Lexington recognizes 60th year, changes
JOHNSTOWN – Lexington Center had much to celebrate Tuesday.
Fulton County’s not-for-profit agency supporting people with disabilities and their families staged a Celebrating Our Successes event for its clientele, their families and guests with refreshments and hors d’oeuvres at its North Perry Street building.
Included in the gala event was a celebration of the organization’s 60th anniversary and highlighting of Lexington’s newly renovated space that formerly housed the center’s workshop. There is a new art gallery in the space now. It features work by artists from the center and its Creative Expressions Program. Pictures and articles on the walls Tuesday showcased the center through the years.
The center’s band, Flame, also performed, as the center also celebrated its new four-year accreditation from the Council on Quality and Leadership.
“We just received our accreditation,” noted Lexington Executive Director Shaloni Winston during a break from the celebration.
Winston said the former sheltered workshop wasn’t needed anymore. The disabled served by Lexington are being mainstreamed more into the community, she said.
“We felt we could help people find jobs,” she said.
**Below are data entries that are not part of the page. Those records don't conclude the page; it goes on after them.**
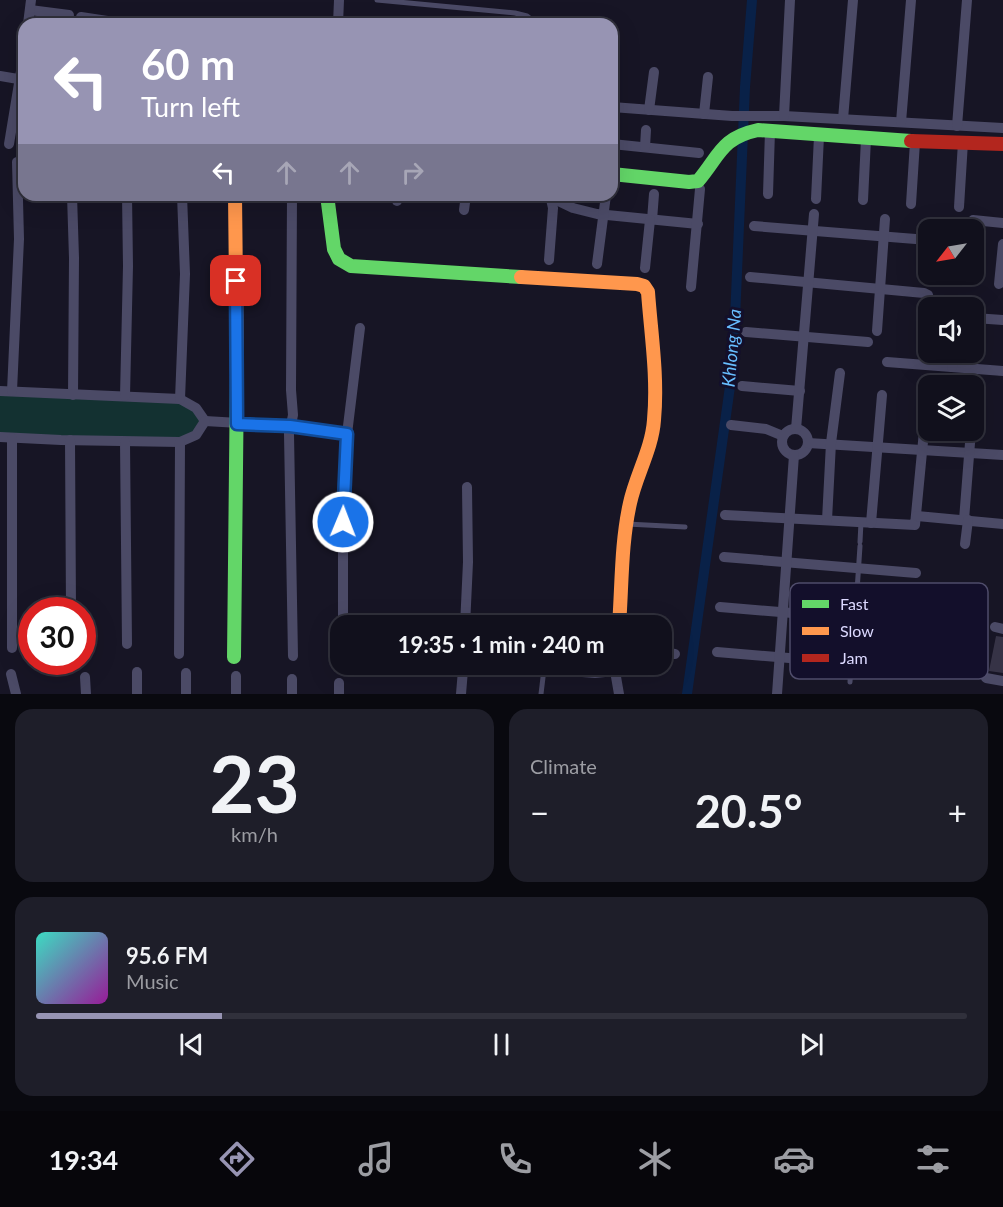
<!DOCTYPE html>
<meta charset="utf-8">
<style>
:root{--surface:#11101c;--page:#1e1e29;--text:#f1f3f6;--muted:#9c9da3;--line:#30303b;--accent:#9794b3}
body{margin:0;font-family:Lato,sans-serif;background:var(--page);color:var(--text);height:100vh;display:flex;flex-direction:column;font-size:22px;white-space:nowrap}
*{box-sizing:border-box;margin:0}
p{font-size:20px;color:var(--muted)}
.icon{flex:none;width:33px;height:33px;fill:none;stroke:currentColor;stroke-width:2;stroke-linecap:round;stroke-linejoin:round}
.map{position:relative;height:694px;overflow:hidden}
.panel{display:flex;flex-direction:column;gap:15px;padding:15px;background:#09090f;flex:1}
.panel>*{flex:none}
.banner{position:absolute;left:18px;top:18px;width:600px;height:183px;border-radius:18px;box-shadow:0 6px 24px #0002,0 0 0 2px var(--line);background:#9794b3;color:#fff;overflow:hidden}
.needle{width:39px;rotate:239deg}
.tools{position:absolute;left:918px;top:219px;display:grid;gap:12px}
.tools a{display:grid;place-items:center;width:66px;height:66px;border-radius:12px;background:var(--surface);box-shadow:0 6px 24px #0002,0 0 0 2px var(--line);font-size:30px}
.speed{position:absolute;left:18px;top:597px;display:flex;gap:12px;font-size:30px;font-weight:700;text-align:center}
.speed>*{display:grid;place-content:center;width:78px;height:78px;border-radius:50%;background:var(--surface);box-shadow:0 6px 24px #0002,0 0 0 2px var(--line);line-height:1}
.speed .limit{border:9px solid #d22;background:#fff;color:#111}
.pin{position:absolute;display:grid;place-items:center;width:51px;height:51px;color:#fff;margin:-26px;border-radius:12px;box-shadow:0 3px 9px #0006}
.me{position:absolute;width:66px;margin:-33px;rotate:1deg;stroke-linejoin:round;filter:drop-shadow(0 0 4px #0008)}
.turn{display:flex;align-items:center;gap:21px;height:126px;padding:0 24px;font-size:27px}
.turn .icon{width:78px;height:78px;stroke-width:2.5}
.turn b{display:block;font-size:42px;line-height:51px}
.lanes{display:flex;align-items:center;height:57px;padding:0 24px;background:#0003;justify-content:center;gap:30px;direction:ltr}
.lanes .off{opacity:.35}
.big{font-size:45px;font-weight:700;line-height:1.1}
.panel .tile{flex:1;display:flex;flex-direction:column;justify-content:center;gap:9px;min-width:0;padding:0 21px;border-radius:18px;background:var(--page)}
.panel .dial{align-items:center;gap:0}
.dial b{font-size:78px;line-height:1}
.song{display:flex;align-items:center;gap:18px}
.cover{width:72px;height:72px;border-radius:9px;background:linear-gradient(135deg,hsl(170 70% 55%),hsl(300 70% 35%))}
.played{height:6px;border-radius:3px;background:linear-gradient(90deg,var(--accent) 20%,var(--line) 20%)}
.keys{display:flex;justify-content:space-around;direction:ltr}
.heat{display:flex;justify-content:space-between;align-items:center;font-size:33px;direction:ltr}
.panel .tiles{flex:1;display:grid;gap:15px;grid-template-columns:1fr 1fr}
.tile:last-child{grid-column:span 2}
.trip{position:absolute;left:330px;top:615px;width:342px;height:60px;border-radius:18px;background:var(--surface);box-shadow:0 6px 24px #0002,0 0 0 2px var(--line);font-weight:700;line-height:60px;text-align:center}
.tabs{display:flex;height:96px;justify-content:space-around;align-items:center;background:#07060b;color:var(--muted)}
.tabs .icon{width:42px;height:42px}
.tabs .on{color:var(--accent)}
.tabs b{font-size:27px;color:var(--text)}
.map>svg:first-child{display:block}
.green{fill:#133131}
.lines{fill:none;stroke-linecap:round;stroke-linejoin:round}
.canal{stroke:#092148;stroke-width:10}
.building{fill:#363346}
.lane{stroke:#4b4a66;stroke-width:5}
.street{stroke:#4b4a66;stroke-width:10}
.fast{stroke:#63d668;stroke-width:14}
.slow{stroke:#ff974d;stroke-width:14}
.jam{stroke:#b3261e;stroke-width:14}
.route-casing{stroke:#114b97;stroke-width:15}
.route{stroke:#1a73e8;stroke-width:10}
.labels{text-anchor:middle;stroke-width:6;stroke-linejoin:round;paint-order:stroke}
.water-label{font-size:18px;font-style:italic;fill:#67bdff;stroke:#130f2b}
.key{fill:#130f2b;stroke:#4f4c6b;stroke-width:1.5}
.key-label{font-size:16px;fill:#dcd9ff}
</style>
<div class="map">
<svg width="1003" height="694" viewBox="0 0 1003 694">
<rect width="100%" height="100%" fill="#171525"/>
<path class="green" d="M 0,391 L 180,401 L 196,408 L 202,424 L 180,442 L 0,436 Z"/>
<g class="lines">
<path class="canal" d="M 687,694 L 733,365 L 745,87 L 752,0"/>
</g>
<path class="building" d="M 996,636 L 1003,637 L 1003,673 L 989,671 Z"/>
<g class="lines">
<g class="lane">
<path d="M 377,0 L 515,13 L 527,16 L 537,24"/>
<path d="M 627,524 L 685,527"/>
<path d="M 860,542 L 861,522"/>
<path d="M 857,591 L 860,546"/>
<path d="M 853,635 L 856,600"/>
<path d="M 850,682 L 852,648"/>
<path d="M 541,694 L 544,669"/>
</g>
<g class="street">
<path d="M 30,10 L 69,15"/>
<path d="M 81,17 L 127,24"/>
<path d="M 28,24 L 31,0"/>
<path d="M 338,24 L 339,0"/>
<path d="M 0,76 L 24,80"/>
<path d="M 612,107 L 732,116 L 784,116 L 1003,128"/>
<path d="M 649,110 L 654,72"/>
<path d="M 704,114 L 708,77"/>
<path d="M 784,116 L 790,0"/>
<path d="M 843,119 L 853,0"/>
<path d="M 901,122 L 911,0"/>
<path d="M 957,126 L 967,0"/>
<path d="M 9,144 L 24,53"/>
<path d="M 612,144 L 699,153"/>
<path d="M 645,147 L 646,130"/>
<path d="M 768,194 L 770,131"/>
<path d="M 72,195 L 74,258 L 73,395"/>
<path d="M 292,195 L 291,390 L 293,415 L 289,434 L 293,656"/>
<path d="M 530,195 L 550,197 L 573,208 L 597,214 L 698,224"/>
<path d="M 816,199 L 819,136"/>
<path d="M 863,200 L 866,139"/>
<path d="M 397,201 L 397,195"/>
<path d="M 911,204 L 915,142"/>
<path d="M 959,207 L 963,142"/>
<path d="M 464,210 L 466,195"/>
<path d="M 652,220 L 654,194"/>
<path d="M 973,220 L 1003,223"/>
<path d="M 754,226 L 928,240"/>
<path d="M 549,260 L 553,208 L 550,195"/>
<path d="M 597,264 L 606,195"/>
<path d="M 645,268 L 650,220"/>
<path d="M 750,277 L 924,293 L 928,295 L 929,299 L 926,335"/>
<path d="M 999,284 L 1003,244"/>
<path d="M 691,287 L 700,189"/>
<path d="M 974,318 L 1003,320"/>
<path d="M 877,331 L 885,219"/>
<path d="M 746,332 L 868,342"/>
<path d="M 887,362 L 1003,371"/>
<path d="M 952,367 L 953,352"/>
<path d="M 742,386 L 800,391"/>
<path d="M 0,391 L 180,399 L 196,408 L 205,421"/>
<path d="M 12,391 L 19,239 L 17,162"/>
<path d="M 125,396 L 128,266 L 127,195"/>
<path d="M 180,399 L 185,274 L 182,195"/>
<path d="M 205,421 L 290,426 L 347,434"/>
<path d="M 731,425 L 766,429 L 783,436"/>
<circle cx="795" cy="442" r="13"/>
<path d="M 796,429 L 814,214"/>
<path d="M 0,437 L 61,440 L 180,442 L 196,435 L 205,421"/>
<path d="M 70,440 L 71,610"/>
<path d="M 125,442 L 127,644"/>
<path d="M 808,443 L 1003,455"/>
<path d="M 725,515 L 915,525 L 927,400"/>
<path d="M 917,516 L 1003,524"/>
<path d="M 827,520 L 831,443 L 840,373"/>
<path d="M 964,520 L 971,430"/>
<path d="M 871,523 L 882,395"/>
<path d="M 965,544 L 968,520"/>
<path d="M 724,557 L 916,573"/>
<path d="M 720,607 L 913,623"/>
<path d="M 343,626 L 343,501 L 347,434 L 360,328"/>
<path d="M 465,626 L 468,562 L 467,487"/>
<path d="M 995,627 L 1003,629"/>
<path d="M 12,648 L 12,438"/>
<path d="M 662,652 L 675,654"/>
<path d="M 717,652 L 909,668"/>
<path d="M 179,654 L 180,442"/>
<path d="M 615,665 L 615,671 L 619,694"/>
<path d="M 399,668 L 463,670 L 463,665"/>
<path d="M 11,674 L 16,694"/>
<path d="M 85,677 L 86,694"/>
<path d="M 986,678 L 1003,681"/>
<path d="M 292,679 L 292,694"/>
<path d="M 137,694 L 137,672"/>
<path d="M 186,694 L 186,673"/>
<path d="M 236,694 L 236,676"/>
<path d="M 339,694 L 339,683"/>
<path d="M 461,694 L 463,670 L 544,669 L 595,673 L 615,671"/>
<path d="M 777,694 L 794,455"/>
</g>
<g class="fast">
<path d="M 612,174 L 689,182 L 698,181 C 720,155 721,138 758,130 L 911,141"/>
<path d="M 327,195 L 334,249 L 339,259 L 351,266 L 521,277"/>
<path d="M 234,657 L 237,374"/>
</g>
<g class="slow">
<path d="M 235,195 L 237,374"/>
<path d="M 521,277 L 637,284 L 644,286 L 648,292 C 651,334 658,377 654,420 C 652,449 636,475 630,503 C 621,543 622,585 619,626"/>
</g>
<path class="jam" d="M 911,141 L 1003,144"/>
</g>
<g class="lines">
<defs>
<path id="route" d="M 236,281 L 237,424 L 290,426 L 347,434 L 343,522"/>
</defs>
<use href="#route" class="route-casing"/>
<use href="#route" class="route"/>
</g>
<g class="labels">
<g class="water-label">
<text transform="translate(732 348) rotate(-85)" y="6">Khlong Na</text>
</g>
</g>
<rect x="790" y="583" width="198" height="96" rx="9" class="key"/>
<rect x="802" y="600" width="27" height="8" fill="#63d668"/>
<rect x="802" y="627" width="27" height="8" fill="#ff974d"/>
<rect x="802" y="654" width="27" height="8" fill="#b3261e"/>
<g class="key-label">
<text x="840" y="610">Fast</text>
<text x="840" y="637">Slow</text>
<text x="840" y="664">Jam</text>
</g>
</svg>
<div class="tools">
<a><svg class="needle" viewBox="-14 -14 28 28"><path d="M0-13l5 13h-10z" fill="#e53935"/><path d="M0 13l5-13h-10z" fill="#9c9da3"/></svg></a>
<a><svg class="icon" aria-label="sound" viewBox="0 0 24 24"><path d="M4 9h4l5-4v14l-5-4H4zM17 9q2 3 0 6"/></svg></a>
<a><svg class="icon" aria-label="layers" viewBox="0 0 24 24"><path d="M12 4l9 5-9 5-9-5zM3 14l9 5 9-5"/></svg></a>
</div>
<div class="speed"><div class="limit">30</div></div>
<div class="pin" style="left:236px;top:281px;background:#d93025"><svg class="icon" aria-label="arrive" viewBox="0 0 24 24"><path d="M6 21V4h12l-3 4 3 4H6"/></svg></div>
<svg class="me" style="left:343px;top:522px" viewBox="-20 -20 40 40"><circle r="17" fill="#1a73e8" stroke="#fff" stroke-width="3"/><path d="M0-11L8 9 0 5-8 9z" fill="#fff"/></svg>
<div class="trip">19:35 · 1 min · 240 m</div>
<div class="banner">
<div class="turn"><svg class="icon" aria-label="left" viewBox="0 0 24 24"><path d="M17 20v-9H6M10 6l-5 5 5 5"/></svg><div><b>60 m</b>Turn left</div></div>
<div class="lanes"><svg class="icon" aria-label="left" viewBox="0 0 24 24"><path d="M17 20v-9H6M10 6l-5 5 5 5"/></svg><svg class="icon off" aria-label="ahead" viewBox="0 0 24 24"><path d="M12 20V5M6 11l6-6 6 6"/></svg><svg class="icon off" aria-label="ahead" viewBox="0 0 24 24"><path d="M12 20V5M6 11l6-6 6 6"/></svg><svg class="icon off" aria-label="right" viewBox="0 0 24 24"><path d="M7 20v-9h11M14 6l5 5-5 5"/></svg></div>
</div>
</div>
<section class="panel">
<div class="tiles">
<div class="tile dial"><b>23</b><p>km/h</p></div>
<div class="tile"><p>Climate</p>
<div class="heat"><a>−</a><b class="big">20.5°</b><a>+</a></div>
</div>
<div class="tile">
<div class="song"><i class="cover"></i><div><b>95.6 FM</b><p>Music</p></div></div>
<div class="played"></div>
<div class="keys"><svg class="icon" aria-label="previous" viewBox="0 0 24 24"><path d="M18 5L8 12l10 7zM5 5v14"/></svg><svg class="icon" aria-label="pause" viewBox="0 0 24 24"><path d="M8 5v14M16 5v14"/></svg><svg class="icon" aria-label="next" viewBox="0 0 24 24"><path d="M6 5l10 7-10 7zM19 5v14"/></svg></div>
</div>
</div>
</section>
<nav class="tabs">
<b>19:34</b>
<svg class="icon on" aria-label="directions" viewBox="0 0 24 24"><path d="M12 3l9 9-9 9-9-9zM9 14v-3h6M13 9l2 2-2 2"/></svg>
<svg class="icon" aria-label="music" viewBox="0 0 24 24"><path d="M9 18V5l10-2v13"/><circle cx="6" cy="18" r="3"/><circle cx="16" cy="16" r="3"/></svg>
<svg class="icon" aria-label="phone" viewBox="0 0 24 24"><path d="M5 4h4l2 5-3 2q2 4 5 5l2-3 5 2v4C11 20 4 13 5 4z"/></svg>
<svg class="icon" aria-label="climate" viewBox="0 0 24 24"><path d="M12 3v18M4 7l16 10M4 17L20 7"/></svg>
<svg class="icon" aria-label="car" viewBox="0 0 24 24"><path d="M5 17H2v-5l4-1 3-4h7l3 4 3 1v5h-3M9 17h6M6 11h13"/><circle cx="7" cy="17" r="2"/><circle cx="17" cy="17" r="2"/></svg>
<svg class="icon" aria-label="filters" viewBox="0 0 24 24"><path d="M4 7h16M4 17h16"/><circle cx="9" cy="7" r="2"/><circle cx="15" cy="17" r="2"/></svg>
</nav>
She said 120 people served by the center have found jobs in the community. She said she sees a real emphasis on letting the clients do what they feel is necessary to take control of their lives.
“The biggest thing that has changed is that 30 years ago we used to take care of people,” Winston said. “Now they decide what they want to do.”
Judy Schelle, president of the Lexington board, said Tuesday’s celebration was a wonderful opportunity to “celebrate our history and growth and continue our work supporting people.”
Vickey Morrison, a Lexington speech employee whose son is autistic, added, “Lexington is in a lot of ways part of a huge family. Most of the time, we get along pretty well.”
Lexington began in 1953 when a small group of parents met to discuss how to improve the lives of their children who had developmental disabilities. By 1969, Lexington began serving adults with mental illness and physical disabilities and in 1972 opened its first home for people with developmental disabilities. Today, Lexington employs more than 1,450 people and is Fulton County’s largest employer. It has a $70 million operating budget, of which 99 percent is funded with federal, state and private funds.
“This accreditation reinforces our distinction as an exceptional provider for people with disabilities and their families, and challenges us to rise to even greater heights,” Winston told the gathering.
Also sharing his experiences was Lexington participant Victor Colon, who moved into a Lexington home in April 2010. He is team captain on the Lexington-Liberty basketball team and a peer mentor.
“I really love my new life,” he said. “I want to thank everyone who has helped me at Lexington.”